(Saved entries)

»»

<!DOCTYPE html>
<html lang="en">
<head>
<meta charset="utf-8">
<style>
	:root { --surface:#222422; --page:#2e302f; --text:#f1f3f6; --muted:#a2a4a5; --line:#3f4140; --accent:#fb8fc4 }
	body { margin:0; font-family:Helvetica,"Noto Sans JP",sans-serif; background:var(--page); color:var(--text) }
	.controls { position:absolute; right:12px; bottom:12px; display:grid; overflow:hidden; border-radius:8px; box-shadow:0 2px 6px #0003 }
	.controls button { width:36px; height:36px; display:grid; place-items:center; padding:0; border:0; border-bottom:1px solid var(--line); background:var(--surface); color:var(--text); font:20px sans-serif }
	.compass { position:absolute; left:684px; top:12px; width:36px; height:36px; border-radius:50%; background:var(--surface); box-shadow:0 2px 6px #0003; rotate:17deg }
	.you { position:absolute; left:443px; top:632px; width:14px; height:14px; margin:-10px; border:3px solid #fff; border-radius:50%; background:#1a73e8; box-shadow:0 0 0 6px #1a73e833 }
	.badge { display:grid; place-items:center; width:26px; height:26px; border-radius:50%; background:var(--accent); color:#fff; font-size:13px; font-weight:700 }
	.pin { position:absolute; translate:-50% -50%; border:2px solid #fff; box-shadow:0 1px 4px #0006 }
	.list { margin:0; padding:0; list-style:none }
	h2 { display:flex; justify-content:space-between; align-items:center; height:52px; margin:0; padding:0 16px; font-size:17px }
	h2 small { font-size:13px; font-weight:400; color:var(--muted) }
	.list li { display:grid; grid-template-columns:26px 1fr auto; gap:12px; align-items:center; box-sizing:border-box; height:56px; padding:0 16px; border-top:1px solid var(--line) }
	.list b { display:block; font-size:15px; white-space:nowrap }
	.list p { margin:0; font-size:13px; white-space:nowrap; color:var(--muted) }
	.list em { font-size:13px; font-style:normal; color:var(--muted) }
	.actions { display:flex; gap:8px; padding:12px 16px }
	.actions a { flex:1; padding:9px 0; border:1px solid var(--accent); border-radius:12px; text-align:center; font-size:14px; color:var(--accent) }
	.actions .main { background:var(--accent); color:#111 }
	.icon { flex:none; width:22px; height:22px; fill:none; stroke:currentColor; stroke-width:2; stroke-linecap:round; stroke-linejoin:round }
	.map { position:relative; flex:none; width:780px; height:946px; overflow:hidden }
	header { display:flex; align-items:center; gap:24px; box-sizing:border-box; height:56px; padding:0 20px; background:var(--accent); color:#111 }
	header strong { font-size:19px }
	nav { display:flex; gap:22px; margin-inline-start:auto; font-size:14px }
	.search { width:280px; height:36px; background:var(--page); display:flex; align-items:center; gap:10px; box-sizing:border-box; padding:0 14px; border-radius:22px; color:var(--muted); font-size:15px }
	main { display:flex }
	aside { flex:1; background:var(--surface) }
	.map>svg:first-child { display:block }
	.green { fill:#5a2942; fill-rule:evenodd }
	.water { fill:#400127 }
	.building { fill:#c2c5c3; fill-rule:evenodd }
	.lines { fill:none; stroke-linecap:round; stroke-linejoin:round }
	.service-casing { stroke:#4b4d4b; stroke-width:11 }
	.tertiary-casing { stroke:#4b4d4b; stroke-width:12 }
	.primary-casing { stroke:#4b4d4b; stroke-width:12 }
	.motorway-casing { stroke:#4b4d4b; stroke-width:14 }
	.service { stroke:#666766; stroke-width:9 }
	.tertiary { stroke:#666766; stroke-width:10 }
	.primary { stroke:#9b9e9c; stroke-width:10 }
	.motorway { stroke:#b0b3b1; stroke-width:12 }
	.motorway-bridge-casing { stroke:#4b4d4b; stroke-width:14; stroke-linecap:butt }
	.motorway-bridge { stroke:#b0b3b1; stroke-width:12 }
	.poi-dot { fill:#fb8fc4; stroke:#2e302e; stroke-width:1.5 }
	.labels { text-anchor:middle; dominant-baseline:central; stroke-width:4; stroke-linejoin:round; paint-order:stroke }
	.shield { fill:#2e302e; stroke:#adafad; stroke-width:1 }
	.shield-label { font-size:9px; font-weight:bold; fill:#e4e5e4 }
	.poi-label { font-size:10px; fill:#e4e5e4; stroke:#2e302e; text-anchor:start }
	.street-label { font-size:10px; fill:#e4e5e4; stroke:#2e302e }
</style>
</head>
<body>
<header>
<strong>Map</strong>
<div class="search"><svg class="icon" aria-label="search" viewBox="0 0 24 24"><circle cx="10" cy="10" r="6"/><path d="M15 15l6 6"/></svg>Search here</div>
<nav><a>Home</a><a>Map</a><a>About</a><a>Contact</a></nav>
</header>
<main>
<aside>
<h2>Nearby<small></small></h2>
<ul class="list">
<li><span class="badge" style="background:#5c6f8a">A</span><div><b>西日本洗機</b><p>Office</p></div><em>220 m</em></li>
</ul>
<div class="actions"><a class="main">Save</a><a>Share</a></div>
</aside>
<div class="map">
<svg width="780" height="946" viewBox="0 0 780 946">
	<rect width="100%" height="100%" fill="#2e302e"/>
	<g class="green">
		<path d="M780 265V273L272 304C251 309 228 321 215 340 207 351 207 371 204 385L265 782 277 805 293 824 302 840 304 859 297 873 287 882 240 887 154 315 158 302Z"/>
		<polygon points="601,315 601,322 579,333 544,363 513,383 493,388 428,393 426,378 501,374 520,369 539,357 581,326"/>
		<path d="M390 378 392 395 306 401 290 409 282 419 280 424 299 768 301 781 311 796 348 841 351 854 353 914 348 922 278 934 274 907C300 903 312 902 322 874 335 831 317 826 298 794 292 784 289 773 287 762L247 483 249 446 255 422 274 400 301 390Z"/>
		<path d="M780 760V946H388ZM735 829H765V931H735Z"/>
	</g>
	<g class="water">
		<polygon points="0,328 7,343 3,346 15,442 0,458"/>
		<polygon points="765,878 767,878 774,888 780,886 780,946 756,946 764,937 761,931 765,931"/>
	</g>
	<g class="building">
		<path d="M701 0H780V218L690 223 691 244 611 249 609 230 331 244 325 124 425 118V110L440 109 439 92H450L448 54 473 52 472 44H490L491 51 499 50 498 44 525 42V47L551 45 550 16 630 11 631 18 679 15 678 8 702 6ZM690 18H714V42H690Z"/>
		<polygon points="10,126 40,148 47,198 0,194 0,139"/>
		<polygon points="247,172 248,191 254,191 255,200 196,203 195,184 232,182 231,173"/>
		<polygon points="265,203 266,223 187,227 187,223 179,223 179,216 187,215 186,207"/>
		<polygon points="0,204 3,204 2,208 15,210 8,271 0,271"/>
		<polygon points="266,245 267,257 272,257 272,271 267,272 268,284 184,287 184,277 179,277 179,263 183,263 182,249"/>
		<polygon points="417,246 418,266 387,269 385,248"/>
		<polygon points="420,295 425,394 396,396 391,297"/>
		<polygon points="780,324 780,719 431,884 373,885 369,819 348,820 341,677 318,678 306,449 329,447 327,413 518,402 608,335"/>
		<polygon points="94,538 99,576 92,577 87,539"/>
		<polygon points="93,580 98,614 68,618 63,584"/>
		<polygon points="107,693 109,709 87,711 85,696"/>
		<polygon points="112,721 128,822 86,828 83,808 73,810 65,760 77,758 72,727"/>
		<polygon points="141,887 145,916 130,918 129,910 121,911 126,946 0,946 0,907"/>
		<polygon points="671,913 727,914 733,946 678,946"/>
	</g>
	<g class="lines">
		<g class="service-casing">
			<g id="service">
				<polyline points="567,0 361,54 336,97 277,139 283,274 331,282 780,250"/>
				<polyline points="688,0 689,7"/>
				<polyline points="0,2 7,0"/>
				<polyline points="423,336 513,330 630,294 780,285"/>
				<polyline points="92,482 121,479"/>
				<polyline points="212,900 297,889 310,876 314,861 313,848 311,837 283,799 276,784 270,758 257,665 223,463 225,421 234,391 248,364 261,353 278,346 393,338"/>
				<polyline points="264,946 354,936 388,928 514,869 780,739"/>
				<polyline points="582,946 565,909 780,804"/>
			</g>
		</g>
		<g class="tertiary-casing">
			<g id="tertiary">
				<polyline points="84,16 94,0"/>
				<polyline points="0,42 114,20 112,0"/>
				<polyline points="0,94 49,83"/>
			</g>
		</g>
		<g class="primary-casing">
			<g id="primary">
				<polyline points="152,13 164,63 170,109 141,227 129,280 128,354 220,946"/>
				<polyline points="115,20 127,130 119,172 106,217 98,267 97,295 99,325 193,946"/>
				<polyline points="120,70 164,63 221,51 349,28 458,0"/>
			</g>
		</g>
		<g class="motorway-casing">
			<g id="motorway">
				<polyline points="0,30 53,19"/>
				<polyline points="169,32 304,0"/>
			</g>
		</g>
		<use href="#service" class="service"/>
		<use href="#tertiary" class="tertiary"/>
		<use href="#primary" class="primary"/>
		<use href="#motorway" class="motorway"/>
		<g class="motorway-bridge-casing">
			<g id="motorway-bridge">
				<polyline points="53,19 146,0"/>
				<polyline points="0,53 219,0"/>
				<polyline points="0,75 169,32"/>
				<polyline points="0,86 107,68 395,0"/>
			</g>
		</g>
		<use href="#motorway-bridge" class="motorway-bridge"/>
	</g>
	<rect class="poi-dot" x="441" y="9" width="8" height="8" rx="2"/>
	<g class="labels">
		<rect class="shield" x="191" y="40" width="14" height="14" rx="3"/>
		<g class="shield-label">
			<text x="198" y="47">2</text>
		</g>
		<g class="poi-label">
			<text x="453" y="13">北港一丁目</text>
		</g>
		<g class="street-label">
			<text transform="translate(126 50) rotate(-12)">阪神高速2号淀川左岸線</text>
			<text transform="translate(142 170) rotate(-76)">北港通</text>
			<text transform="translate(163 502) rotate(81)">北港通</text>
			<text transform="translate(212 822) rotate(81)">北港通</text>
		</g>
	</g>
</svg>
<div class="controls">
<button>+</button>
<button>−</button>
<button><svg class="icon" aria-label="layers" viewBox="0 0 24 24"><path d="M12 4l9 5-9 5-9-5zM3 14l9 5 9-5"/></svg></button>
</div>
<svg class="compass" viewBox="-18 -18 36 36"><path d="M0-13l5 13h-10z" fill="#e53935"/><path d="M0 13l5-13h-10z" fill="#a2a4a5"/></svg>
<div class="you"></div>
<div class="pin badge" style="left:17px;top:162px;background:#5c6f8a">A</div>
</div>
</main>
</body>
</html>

««

The task —
Show all lines from the records above where the word "aside" occurs.

Task output —
	aside { flex:1; background:var(--surface) }
<aside>
</aside>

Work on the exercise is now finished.